Relationships and Ratios

A common joke in the science field says biologists can be separated into two groups. First are the “squeezers” who want to go catch (squeezing, get it?) critters and follow them around and see what they do. Then there are the “smashers,” those who want to study the genetics and internal workings of critters. This relates to smashing a glass cover over a sample on a slide. No scientist falls strictly into either camp. Research questions often necessitate both approaches.

Historically, I prefer catching and tagging wildlife as opposed to hunkering down in a lab moving specimens through machines; however, informative science can certainly come from lab work. As such, I wanted to look at a couple of recent wild turkey projects that are combining data from both squeezing and smashing in support of conservation and management efforts.

Early genetic work on wild turkeys focused on lineage and subspecies designations. Restoration, though, saw wild turkeys translocated all over the U.S. This caused mixing of the subspecies. In truth, this hybridization is largely irrelevant to management. Wild turkeys generally operate biologically the same regardless of what subspecies or mixture they are. We typically don’t set up regulations differently at the subspecies level. Exceptions here include the Gould’s subspecies in Arizona and New Mexico and the Easterns and Rio Grandes in Texas, where harvest regulations are subspecies specific.

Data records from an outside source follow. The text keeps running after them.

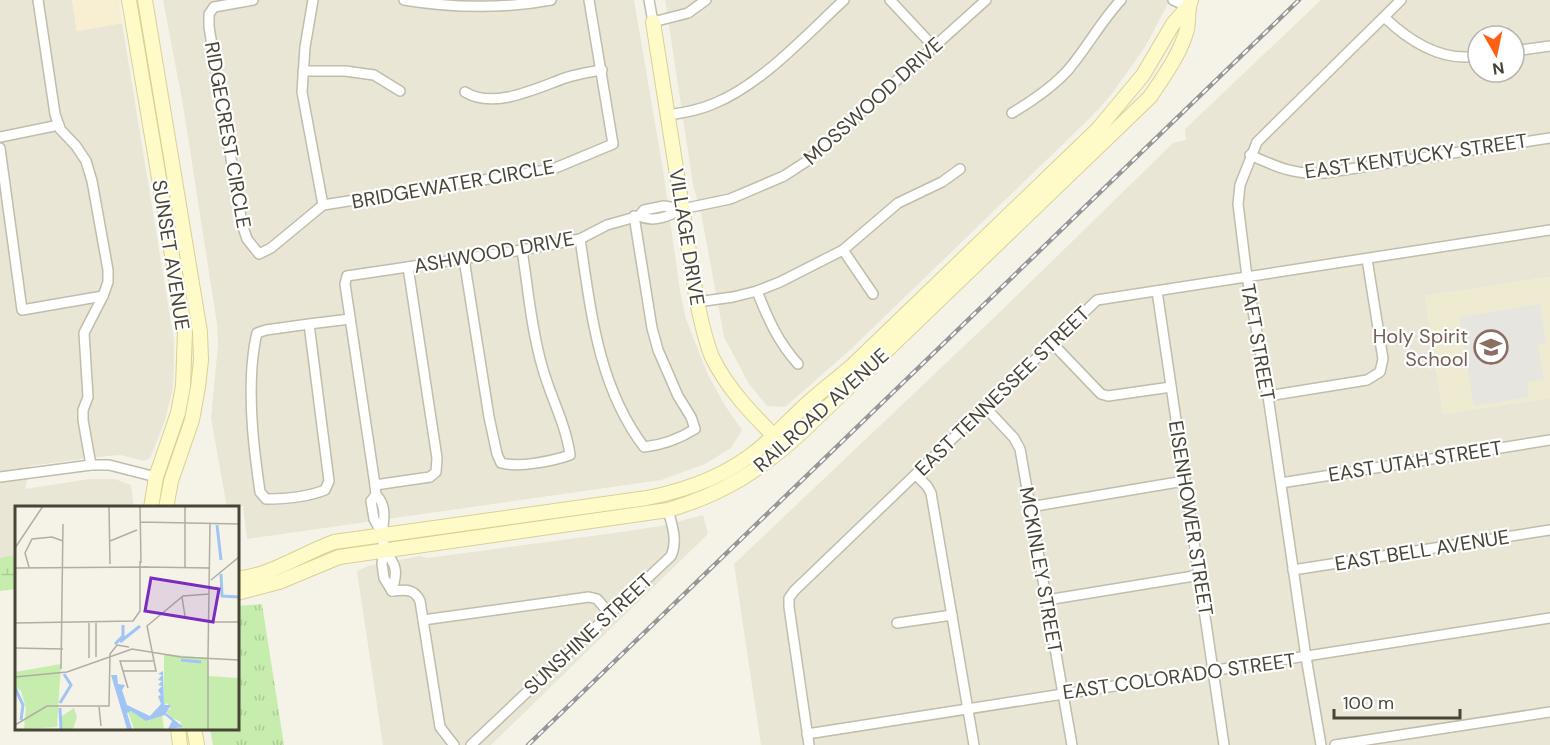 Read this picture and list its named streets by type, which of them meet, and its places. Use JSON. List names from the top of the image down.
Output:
{
  "streets": {
    "street": [
      "MOSSWOOD DRIVE",
      "RIDGECREST CIRCLE",
      "EAST KENTUCKY STREET",
      "BRIDGEWATER CIRCLE",
      "VILLAGE DRIVE",
      "ASHWOOD DRIVE",
      "SUNSET AVENUE",
      "TAFT STREET",
      "EAST TENNESSEE STREET",
      "RAILROAD AVENUE",
      "EAST UTAH STREET",
      "EISENHOWER STREET",
      "EAST BELL AVENUE",
      "MCKINLEY STREET",
      "SUNSHINE STREET",
      "EAST COLORADO STREET"
    ]
  },
  "crossings": [
    ["MOSSWOOD DRIVE", "VILLAGE DRIVE"],
    ["MOSSWOOD DRIVE", "ASHWOOD DRIVE"],
    ["RIDGECREST CIRCLE", "BRIDGEWATER CIRCLE"],
    ["EAST KENTUCKY STREET", "TAFT STREET"],
    ["VILLAGE DRIVE", "ASHWOOD DRIVE"],
    ["VILLAGE DRIVE", "RAILROAD AVENUE"],
    ["TAFT STREET", "EAST TENNESSEE STREET"],
    ["TAFT STREET", "EAST UTAH STREET"],
    ["TAFT STREET", "EAST BELL AVENUE"],
    ["TAFT STREET", "EAST COLORADO STREET"],
    ["EAST TENNESSEE STREET", "EISENHOWER STREET"],
    ["EAST TENNESSEE STREET", "MCKINLEY STREET"],
    ["EAST TENNESSEE STREET", "EAST COLORADO STREET"],
    ["RAILROAD AVENUE", "SUNSHINE STREET"],
    ["EISENHOWER STREET", "EAST COLORADO STREET"],
    ["MCKINLEY STREET", "EAST COLORADO STREET"]
  ],
  "places": {
    "school or university": ["Holy Spirit School"]
  },
  "scale_bar": "100 m",
  "north": "bottom"
} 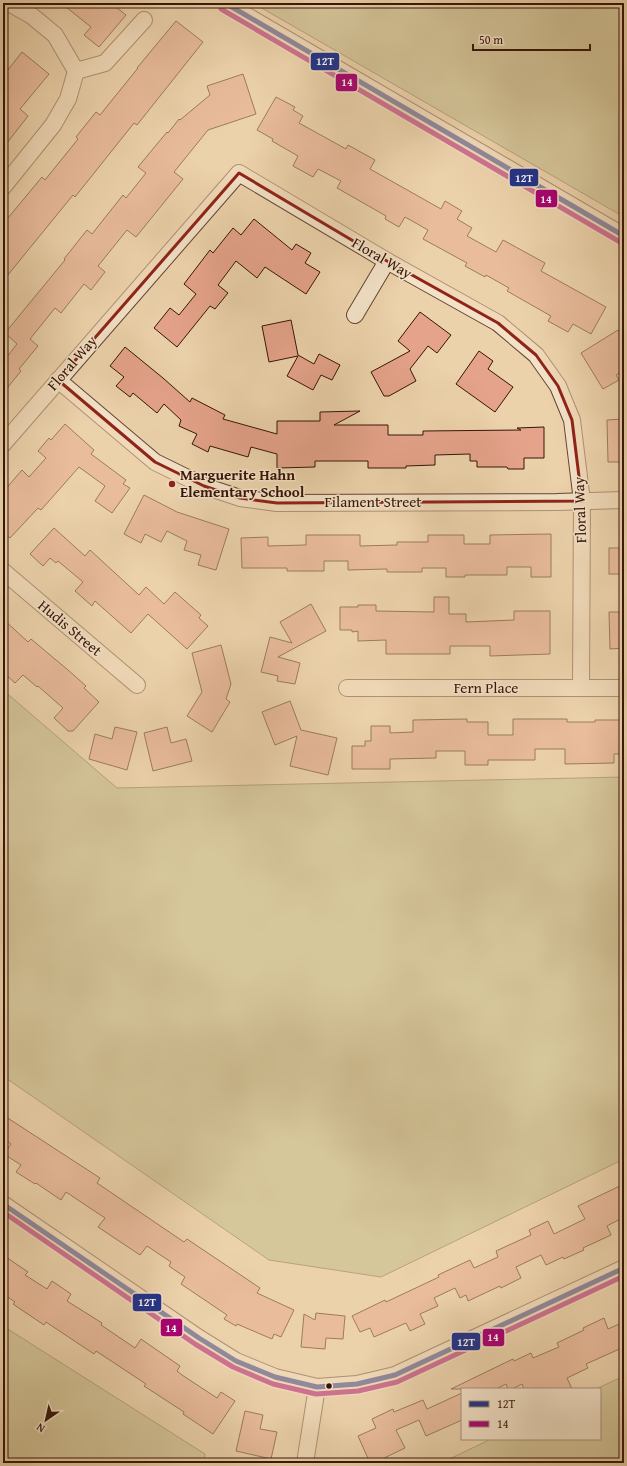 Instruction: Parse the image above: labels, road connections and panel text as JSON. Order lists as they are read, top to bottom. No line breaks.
{"streets":{"street":["Floral Way","Filament Street","Hudis Street","Fern Place"]},"crossings":[["Floral Way","Filament Street"],["Floral Way","Fern Place"]],"places":["Marguerite Hahn Elementary School"],"lines":["transit line 12T","transit line 14"],"legend":["12T","14"],"scale_bar":"50 m","north":"bottom left"} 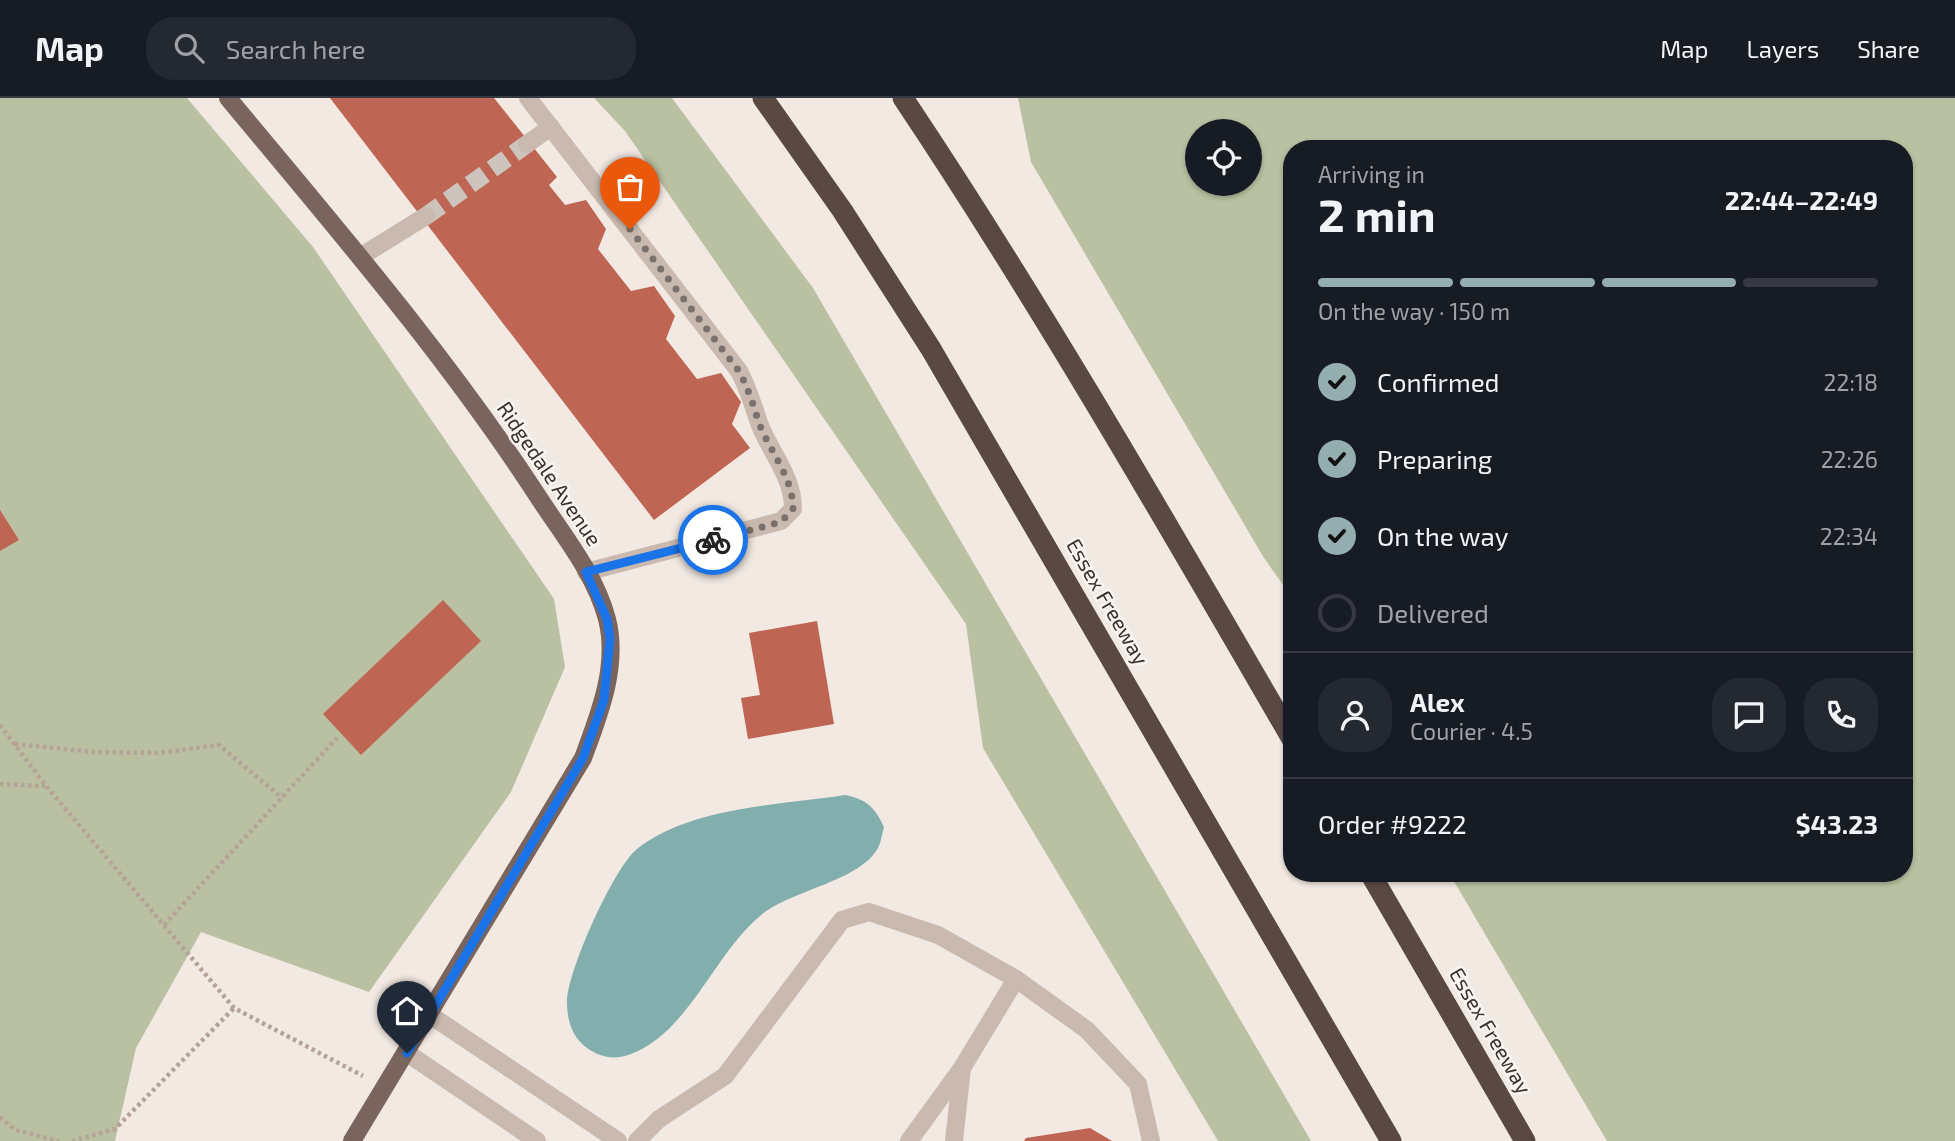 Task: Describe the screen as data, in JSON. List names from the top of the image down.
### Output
{
  "streets": {
    "highway": ["Essex Freeway"],
    "main road": ["Ridgedale Avenue"]
  },
  "page": {
    "header": "Map",
    "search": "Search here",
    "nav": ["Map", "Layers", "Share"],
    "heading": ["2 min", "Arriving in", "22:44–22:49"],
    "panel": [
      "Alex",
      "Courier · 4.5",
      "Order #9222",
      "$43.23"
    ],
    "bar": "On the way · 150 m",
    "list": [
      ["Confirmed", "22:18"],
      ["Preparing", "22:26"],
      ["On the way", "22:34"],
      "Delivered"
    ]
  }
} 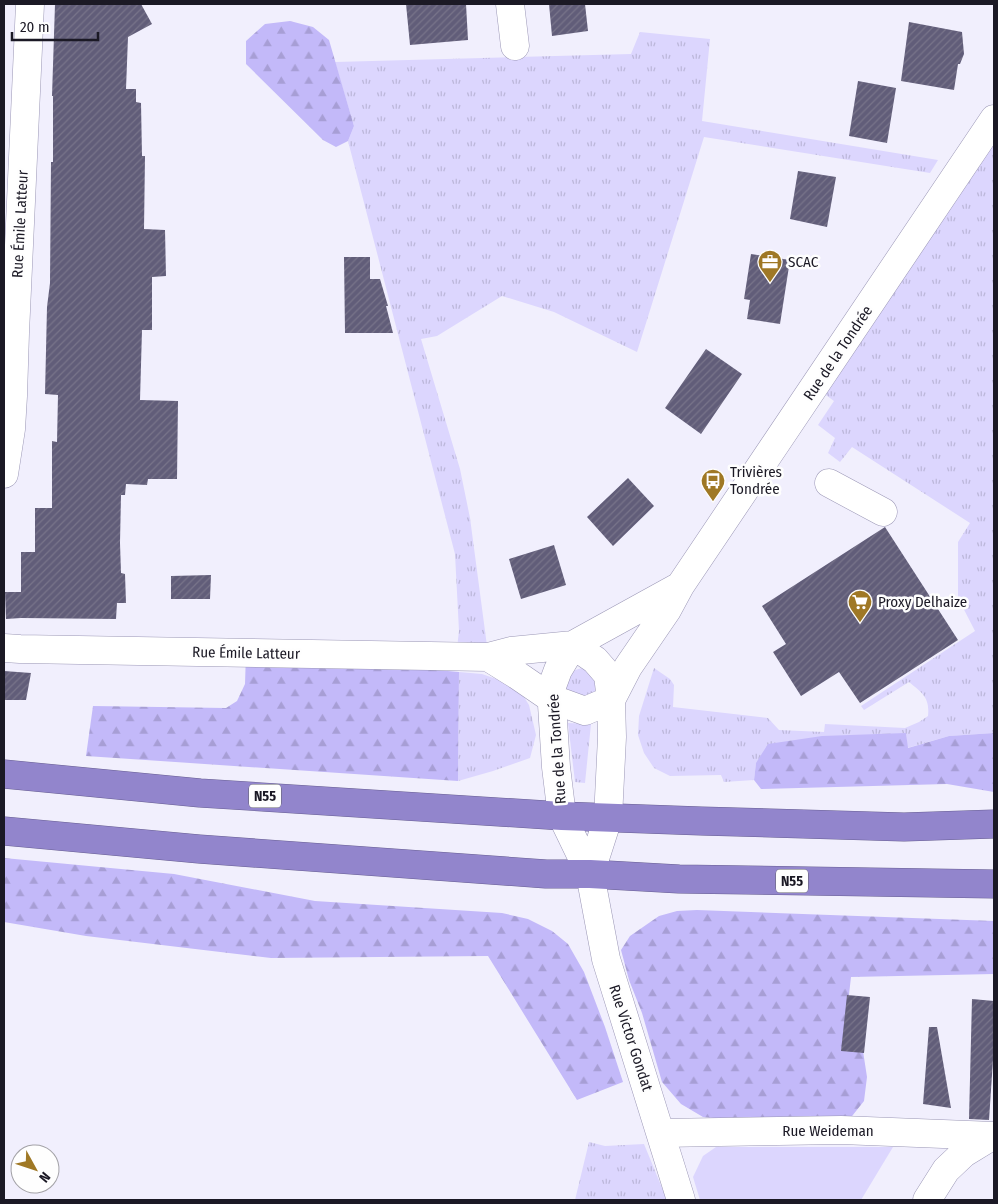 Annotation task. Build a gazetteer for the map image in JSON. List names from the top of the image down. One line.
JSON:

One of the most interesting genetic tools wild turkey biologists use today is the ability to build relationship databases between individual birds over time and space. They combine that data with GPS information collected from every turkey captured and tagged.

For example, Rachel Price, one of my students at Louisiana State University, is doing neat work for her master’s thesis focused on when and where male and female wild turkey individuals interact during the seven-day period before the females initiate their nests. She is discovering that the rate of interaction changes depending on how closely related individual birds are to each other. Nearly all interactions are between distantly related individuals. Very few are between siblings or parent-offspring. This makes sense. During the period right before breeding you probably don’t want to be near your relatives. Interestingly, the adage that most flocks are comprised of somewhat-related individuals doesn’t seem to hold true in the west Louisiana sites being studied. Most females in the flocks we catch are cousins at best.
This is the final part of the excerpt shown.